Und auch für die FDP ist der Ausgang der Wahlen richtungsweisend. Denn in Sachsen-Anhalt könnte die schwarz-gelbe Koalition ihre Mehrheit verlieren, wodurch die FDP keine Sperrminorität im Bundesrat mehr hätte. Die Wähler im ostdeutschen Sachsen-Anhalt gelten bei Wahlforschern als besonders unberechenbar. Im reichen Baden-Württemberg hingegen zweifelt kaum jemand an einem Sieg der CDU, so wie in Rheinland-Pfalz die SPD die Nase vorn behalten dürfte.
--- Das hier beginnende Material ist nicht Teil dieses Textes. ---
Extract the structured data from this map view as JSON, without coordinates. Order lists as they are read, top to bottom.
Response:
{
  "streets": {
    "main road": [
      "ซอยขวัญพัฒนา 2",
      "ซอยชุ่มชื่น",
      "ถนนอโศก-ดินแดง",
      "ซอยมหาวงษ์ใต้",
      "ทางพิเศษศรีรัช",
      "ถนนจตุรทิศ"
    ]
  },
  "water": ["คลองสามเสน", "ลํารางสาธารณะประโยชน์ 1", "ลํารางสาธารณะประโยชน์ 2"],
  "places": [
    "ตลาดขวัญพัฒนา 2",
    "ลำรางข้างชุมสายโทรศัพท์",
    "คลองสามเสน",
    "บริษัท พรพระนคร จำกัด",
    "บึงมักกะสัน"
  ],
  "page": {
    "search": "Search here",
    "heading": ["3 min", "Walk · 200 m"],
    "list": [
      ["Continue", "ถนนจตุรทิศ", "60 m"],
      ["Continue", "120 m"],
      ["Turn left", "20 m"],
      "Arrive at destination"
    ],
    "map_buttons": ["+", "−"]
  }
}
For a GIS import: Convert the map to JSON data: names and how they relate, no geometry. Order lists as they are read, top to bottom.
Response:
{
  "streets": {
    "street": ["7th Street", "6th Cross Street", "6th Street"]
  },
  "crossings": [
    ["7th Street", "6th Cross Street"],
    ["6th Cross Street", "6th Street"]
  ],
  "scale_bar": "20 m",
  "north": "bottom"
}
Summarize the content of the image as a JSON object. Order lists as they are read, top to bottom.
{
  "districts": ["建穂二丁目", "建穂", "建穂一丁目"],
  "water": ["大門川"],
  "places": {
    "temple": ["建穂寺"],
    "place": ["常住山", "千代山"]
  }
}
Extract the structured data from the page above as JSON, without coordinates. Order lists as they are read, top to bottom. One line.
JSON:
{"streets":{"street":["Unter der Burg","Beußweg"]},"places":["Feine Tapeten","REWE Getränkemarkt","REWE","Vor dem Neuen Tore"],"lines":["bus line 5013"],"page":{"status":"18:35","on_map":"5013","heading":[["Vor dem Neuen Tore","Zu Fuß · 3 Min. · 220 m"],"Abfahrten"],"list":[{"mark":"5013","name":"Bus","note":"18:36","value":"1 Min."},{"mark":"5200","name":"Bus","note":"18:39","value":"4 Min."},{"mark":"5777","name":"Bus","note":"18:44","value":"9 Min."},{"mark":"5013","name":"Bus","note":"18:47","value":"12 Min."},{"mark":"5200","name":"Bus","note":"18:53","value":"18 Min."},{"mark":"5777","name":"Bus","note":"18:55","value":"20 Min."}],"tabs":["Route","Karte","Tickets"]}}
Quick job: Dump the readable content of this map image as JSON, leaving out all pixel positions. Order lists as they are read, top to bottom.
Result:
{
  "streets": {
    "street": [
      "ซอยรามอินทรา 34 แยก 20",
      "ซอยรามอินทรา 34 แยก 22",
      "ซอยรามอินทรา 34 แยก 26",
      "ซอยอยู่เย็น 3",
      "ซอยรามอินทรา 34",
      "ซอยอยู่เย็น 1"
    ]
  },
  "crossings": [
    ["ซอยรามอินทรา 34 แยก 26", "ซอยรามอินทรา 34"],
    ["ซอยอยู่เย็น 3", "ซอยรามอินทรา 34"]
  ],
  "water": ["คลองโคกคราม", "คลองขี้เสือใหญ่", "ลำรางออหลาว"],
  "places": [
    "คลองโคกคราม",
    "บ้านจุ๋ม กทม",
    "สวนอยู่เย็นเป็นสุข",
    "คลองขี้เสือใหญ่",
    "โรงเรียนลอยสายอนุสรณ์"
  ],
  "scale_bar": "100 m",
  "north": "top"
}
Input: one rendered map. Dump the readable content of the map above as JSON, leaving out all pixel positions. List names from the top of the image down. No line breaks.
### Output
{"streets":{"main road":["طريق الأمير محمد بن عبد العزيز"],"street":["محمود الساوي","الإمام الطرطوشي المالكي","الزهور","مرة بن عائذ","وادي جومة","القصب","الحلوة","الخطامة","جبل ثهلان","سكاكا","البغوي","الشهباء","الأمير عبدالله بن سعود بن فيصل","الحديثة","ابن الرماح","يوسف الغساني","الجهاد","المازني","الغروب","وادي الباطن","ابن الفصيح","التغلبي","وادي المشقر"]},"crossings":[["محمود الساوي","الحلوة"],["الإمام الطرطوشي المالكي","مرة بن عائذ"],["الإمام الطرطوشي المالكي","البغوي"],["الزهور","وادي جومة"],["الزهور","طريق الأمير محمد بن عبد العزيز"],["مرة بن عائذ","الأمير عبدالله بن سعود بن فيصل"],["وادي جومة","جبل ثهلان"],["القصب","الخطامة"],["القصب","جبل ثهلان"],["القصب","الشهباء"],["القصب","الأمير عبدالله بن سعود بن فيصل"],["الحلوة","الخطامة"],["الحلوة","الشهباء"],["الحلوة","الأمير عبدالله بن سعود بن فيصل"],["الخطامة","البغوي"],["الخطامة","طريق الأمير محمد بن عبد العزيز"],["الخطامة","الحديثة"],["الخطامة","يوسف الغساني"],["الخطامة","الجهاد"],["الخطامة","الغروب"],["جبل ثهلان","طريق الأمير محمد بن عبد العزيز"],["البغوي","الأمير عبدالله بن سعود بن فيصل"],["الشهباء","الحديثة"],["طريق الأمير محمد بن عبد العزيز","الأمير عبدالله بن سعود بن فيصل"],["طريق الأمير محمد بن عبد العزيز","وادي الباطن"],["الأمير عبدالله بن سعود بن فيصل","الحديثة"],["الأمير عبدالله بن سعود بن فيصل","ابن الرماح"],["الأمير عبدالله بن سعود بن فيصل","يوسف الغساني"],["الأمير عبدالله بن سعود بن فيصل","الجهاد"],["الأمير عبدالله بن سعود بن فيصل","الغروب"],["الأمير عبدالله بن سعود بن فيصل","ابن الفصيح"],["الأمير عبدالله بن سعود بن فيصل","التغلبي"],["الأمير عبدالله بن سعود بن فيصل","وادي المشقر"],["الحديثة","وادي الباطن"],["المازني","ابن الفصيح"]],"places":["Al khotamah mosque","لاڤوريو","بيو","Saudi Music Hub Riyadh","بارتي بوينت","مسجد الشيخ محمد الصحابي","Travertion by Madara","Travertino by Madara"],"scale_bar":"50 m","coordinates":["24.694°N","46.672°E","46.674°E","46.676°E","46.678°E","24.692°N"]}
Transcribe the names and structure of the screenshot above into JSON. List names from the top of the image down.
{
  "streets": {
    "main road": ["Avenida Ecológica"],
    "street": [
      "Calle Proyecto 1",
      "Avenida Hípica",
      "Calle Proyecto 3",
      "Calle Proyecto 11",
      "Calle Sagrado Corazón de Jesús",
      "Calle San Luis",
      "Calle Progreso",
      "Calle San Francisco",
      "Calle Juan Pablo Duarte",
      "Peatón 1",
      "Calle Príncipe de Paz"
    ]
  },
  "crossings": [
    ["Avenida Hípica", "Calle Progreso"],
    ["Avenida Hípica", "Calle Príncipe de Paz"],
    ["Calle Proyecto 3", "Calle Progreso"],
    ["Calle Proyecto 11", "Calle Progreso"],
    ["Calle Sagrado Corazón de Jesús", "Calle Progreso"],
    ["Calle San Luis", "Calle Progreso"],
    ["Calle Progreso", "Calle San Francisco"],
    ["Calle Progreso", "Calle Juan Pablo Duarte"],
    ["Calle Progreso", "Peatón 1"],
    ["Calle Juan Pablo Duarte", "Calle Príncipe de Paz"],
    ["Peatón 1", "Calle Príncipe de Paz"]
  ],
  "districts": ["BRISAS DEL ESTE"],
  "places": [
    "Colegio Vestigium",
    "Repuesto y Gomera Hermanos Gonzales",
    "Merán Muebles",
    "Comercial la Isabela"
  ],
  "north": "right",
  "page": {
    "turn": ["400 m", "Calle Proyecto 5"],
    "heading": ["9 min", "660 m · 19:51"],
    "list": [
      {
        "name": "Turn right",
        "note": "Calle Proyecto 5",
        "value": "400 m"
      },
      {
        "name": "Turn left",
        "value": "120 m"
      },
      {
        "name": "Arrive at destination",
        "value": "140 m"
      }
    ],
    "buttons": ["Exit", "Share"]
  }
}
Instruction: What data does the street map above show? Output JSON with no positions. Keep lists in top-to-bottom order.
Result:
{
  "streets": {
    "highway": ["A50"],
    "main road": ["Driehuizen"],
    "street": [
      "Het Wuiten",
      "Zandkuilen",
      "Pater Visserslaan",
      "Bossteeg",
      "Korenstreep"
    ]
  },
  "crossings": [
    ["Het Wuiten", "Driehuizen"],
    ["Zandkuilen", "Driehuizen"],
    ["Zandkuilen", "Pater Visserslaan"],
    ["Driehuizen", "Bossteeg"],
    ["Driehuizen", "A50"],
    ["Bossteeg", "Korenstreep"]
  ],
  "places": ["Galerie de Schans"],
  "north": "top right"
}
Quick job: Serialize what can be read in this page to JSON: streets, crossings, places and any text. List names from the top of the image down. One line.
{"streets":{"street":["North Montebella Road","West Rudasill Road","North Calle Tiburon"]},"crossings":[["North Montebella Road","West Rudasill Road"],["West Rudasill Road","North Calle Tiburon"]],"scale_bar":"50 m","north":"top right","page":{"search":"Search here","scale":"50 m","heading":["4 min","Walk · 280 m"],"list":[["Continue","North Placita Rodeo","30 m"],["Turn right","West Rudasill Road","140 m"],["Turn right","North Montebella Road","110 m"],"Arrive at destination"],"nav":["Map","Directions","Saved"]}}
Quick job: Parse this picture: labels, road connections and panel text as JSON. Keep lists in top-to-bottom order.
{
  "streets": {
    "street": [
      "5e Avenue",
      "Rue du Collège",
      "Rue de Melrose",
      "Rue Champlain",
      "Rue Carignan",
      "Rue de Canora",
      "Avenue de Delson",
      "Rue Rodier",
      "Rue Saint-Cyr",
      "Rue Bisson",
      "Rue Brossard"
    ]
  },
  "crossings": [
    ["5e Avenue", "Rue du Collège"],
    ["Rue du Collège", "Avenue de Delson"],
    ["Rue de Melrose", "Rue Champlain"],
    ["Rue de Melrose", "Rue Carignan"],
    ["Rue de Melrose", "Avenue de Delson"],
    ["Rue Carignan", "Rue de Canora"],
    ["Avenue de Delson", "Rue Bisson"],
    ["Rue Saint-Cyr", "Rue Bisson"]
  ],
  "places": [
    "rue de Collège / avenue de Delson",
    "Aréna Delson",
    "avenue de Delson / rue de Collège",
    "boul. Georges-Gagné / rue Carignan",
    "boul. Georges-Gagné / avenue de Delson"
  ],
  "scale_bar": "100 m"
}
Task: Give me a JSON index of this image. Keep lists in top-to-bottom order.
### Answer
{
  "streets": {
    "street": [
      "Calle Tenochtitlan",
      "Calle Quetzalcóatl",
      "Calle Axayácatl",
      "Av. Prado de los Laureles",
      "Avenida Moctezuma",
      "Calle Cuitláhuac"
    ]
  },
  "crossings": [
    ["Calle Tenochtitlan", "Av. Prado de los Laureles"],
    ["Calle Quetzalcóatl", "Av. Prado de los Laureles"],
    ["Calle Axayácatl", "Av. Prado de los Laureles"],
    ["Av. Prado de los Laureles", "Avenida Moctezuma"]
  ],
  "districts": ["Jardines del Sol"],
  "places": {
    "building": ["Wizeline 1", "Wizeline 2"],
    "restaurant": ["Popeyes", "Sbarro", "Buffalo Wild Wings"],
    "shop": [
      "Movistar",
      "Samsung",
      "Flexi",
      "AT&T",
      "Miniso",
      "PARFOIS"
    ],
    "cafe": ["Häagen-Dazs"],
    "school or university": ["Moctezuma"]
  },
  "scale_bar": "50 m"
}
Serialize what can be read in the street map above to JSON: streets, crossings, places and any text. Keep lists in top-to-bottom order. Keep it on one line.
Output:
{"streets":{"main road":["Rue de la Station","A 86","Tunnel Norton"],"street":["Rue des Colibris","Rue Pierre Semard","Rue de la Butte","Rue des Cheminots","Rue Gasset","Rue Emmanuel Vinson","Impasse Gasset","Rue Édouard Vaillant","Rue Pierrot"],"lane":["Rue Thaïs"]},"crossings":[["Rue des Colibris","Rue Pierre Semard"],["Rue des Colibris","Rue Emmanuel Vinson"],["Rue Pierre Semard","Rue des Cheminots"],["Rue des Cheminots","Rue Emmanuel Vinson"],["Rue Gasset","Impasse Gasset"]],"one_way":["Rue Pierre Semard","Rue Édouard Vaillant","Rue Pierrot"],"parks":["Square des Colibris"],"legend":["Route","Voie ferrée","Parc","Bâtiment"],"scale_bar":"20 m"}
In Baden-Württemberg liegt die CDU unter Ministerpräsident Günther Öttinger laut Umfragen bei 45 Prozent. Derzeit regiert sie in Koalition mit der FDP, allerdings wird auch eine absolute Mehrheit der Christdemokraten nicht ausgeschlossen. “Baden-Württemberg hat einen guten Arbeitsmarkt”, so Öttinger, und die wirtschaftliche und soziale Entwicklung ist erfolgreich.” Die SPD-Kandidatin Ute Vogt gilt hingegen als weitgehend chancenlos – selbst in den eigenen Reihen glaubt niemand recht an einen Wahlerfolg. In Rheinland-Pfalz geht SPD-Ministerpräsident Kurt Beck einem Sieg entgegen – die Fortsetzung der Koalition mit der FDP gilt als ausgemachte Sache. Im Bewusstsein seiner Popularität konnte Beck es sich sogar leisten, ein TV-Duell mit seinem Herausforderer schlicht abzulehnen.